1. A method for the synthesis of ammonium sulfate, characterized in that, Includes the following processes: Synthesis: The reaction is carried out by sulfuric acid and ammonia water in a mass ratio of 1:(1.31~1.50). During the reaction, circulating cooling water is used and the flow rate of ammonia water is controlled at 40~80kg / h to obtain ammonium sulfate synthesis solution. Concentration: The above ammonium sulfate synthesis solution was concentrated by vacuum distillation to obtain ammonium sulfate concentrate; Crystallization: The above ammonium sulfate concentrate is crystallized, and the temperature of the crystallization system is controlled during the crystallization process. After the crystallization process is completed, a crystallized solution is obtained. pH adjustment: Adjusting the pH value of the crystallization solution obtained in the crystallization process; Dehydration: The pH-adjusted crystallization solution was dehydrated using a centrifuge to obtain ammonium sulfate; In the synthesis process, the ammonia concentration is 25%–28%, the final synthesis pH is 7.0–7.5, and the synthesis temperature is below 65°C; in the crystallization process, the crystallization temperature is controlled to not exceed 25°C; and in the dehydration process, the ammonium sulfate content is ≥99%. In the concentration process, the amount of water evaporated accounts for 2 / 3 to 4 / 5 of the total volume of the synthesis liquid, the vacuum degree is ≤-0.090MPa, and the concentration temperature is 60 to 80℃; In the pH adjustment process, ammonia is added to adjust the pH of the supernatant of the crystallizing solution to 7-8.

2. The method of claim 1, wherein the ammonium sulfate is synthesized by, A filtration process is added after the synthesis process and before the concentration process.

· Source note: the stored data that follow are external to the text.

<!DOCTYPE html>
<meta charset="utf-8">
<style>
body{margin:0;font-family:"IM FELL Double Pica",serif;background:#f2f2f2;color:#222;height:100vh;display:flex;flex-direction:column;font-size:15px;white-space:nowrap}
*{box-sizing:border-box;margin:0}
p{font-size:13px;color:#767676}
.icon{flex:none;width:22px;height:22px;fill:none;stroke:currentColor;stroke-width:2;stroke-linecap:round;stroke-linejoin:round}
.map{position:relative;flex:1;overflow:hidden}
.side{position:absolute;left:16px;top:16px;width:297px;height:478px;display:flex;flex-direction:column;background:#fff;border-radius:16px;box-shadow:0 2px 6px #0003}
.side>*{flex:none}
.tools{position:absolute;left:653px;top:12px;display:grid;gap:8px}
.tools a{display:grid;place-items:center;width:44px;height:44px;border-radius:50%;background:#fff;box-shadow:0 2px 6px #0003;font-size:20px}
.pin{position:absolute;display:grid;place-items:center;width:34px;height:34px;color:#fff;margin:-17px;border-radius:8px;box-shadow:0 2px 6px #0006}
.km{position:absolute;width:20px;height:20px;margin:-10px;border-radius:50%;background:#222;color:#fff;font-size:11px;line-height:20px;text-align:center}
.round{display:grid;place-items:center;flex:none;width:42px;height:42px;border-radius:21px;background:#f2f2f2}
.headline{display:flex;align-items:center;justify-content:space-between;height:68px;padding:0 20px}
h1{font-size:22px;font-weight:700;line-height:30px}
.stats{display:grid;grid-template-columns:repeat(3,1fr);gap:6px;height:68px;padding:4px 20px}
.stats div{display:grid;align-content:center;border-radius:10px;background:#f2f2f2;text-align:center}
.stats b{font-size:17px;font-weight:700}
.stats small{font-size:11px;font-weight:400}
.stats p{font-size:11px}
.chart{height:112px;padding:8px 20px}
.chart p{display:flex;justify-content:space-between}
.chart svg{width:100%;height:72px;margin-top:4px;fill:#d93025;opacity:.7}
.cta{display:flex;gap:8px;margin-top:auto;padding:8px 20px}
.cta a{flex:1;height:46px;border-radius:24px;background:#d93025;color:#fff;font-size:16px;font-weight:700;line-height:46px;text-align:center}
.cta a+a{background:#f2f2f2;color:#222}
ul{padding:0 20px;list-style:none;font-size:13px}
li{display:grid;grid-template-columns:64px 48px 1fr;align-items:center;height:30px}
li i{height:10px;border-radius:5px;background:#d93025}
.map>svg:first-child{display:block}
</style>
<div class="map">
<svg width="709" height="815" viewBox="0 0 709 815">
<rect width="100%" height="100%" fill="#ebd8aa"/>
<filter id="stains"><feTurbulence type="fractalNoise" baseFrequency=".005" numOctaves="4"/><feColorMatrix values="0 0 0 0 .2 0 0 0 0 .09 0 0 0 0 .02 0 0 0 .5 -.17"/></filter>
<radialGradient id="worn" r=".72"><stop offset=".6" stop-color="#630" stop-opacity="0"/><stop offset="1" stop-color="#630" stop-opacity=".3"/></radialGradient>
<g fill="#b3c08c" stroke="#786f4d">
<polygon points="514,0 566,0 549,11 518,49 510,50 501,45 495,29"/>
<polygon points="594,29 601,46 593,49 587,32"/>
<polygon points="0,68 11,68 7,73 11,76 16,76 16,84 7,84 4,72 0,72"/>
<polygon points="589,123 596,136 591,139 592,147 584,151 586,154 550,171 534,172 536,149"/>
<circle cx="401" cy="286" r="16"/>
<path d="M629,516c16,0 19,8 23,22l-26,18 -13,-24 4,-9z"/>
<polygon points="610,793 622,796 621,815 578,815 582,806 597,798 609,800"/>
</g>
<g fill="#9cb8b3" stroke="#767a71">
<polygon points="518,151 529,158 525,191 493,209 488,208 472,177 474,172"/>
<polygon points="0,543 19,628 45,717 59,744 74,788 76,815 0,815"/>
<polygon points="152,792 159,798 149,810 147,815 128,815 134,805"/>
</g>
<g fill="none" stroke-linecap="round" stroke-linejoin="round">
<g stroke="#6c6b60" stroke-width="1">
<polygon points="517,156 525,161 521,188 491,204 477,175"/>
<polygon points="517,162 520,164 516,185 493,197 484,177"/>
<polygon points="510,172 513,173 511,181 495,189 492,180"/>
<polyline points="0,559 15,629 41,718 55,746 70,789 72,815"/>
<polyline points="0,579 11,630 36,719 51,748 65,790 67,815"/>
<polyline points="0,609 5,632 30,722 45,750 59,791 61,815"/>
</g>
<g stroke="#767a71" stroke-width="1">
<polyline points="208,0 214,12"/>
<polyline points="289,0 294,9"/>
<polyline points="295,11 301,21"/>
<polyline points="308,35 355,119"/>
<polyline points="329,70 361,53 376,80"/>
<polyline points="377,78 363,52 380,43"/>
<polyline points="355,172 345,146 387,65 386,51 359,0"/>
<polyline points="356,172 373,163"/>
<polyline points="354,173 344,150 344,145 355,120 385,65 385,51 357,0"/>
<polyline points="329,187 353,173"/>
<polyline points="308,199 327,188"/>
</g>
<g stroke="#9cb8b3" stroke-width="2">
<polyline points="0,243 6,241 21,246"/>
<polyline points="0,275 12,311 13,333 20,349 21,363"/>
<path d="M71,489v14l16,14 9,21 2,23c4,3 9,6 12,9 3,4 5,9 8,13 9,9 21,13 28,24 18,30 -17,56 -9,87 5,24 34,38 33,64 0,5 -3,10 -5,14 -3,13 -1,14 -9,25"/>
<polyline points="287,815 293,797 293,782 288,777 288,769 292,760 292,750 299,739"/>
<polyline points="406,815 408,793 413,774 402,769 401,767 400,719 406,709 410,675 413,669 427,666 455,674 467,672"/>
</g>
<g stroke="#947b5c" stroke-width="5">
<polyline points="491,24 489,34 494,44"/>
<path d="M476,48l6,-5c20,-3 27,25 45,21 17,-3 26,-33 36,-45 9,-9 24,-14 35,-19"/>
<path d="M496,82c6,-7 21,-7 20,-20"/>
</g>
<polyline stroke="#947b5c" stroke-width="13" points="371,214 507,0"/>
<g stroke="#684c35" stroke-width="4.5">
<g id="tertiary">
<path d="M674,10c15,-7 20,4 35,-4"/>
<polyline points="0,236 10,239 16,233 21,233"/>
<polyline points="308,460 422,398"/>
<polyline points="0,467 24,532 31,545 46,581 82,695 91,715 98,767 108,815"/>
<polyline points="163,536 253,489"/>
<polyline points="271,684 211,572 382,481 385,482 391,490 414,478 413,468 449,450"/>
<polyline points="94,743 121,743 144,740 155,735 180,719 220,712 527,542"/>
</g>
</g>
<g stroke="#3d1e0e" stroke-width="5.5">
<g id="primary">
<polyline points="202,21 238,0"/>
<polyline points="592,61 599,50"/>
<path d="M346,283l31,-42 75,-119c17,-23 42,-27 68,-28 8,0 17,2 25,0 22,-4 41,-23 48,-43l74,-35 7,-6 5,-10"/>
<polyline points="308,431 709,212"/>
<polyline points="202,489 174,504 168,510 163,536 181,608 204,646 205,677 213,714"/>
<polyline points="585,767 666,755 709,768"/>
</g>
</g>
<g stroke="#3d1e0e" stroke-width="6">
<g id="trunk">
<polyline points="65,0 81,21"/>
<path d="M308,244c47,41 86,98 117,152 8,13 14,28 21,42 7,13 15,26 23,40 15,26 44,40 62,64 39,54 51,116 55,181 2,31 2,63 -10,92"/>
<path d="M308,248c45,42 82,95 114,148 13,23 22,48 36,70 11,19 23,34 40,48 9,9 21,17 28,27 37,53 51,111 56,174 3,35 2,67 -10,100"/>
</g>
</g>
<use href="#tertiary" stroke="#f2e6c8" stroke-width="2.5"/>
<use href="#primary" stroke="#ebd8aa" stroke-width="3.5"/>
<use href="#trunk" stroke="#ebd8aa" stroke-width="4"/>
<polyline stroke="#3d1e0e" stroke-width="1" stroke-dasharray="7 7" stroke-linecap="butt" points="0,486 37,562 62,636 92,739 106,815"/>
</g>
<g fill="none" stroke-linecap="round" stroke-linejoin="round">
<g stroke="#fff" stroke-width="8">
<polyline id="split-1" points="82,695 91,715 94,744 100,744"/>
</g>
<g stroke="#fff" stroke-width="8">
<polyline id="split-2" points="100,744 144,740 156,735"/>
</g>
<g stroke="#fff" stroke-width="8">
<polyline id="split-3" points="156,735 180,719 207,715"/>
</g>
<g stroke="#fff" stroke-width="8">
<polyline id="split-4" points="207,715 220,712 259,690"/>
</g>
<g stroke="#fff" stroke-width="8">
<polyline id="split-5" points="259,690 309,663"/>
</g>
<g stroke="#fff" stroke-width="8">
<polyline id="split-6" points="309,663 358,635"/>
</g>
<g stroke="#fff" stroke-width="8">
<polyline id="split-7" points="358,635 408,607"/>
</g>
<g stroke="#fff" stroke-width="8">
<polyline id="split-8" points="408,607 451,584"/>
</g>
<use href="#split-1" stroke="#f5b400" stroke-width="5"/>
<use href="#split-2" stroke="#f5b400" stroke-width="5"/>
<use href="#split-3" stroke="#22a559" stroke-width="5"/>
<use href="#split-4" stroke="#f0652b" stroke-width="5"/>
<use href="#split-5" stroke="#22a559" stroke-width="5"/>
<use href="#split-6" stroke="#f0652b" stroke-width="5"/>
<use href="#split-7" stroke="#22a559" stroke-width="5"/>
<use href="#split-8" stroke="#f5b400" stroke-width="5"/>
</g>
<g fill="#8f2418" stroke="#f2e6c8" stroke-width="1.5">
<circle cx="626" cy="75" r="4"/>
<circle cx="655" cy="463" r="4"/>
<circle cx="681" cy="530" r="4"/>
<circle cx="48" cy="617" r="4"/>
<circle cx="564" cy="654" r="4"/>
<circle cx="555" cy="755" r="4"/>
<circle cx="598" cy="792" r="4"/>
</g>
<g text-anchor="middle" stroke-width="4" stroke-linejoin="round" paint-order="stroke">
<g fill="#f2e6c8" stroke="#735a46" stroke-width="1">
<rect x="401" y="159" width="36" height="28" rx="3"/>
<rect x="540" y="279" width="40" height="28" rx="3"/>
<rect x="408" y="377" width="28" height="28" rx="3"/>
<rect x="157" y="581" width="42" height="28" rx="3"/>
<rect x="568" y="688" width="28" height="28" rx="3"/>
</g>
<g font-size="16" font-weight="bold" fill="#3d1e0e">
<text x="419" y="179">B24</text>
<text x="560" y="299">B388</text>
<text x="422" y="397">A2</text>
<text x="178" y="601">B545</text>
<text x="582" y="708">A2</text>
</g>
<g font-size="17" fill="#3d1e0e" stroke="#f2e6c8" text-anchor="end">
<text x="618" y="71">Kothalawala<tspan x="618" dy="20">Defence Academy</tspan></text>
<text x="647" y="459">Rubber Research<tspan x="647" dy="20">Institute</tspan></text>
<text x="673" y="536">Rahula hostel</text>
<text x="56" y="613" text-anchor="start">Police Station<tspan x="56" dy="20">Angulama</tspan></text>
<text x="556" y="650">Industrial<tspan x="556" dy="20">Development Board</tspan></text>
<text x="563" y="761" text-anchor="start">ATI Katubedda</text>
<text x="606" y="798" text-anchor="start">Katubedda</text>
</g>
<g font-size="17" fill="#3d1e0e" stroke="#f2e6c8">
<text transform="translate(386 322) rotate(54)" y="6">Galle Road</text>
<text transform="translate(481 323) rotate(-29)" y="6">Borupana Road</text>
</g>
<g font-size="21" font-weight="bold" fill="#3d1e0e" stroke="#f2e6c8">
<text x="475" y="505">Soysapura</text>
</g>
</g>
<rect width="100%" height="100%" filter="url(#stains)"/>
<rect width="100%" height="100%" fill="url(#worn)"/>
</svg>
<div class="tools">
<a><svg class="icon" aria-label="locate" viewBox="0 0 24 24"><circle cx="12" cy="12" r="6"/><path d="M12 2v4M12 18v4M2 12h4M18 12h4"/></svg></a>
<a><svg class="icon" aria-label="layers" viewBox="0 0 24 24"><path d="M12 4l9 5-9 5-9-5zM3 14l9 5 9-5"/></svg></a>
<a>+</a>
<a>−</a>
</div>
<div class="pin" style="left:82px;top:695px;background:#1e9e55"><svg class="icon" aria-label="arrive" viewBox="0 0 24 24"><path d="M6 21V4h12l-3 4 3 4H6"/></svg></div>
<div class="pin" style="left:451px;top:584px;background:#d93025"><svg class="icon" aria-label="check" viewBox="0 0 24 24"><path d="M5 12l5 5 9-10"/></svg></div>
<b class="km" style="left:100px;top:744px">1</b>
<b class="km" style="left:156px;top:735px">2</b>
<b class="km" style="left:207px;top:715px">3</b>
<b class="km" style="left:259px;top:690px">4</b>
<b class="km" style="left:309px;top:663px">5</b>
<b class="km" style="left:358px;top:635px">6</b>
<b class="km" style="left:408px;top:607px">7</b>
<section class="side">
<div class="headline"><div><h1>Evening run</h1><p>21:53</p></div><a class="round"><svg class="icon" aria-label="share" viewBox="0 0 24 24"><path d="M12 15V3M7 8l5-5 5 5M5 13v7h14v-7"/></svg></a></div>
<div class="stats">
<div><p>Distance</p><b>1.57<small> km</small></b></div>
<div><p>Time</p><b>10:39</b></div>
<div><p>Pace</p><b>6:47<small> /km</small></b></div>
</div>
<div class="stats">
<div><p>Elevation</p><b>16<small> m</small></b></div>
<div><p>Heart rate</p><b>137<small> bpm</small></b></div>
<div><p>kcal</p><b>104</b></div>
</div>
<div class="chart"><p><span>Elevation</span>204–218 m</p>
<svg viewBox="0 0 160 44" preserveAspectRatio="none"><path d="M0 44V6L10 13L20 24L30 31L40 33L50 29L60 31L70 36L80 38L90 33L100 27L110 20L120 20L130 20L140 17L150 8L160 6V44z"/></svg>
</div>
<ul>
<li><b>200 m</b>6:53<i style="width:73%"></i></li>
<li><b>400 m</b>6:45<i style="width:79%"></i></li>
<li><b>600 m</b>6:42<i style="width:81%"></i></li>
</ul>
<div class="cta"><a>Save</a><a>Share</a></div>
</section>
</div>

3. The method of claim 1, wherein the ammonium sulfate is synthesized by, In the synthesis process, the synthesis temperature is controlled by circulating cooling water through the jacket of the synthesis reactor.

4. The method of claim 1, wherein the ammonium sulfate is synthesized by, In the synthesis process, the pipe for ammonia water is submerged below the surface of the sulfuric acid solution.

5. The method for synthesizing ammonium sulfate according to claim 2, characterized in that, The filter bag, made of polyester fiber filter cloth, is used in the filtration process. The filter bag has a mesh size of 350-400 and has 3-4 layers.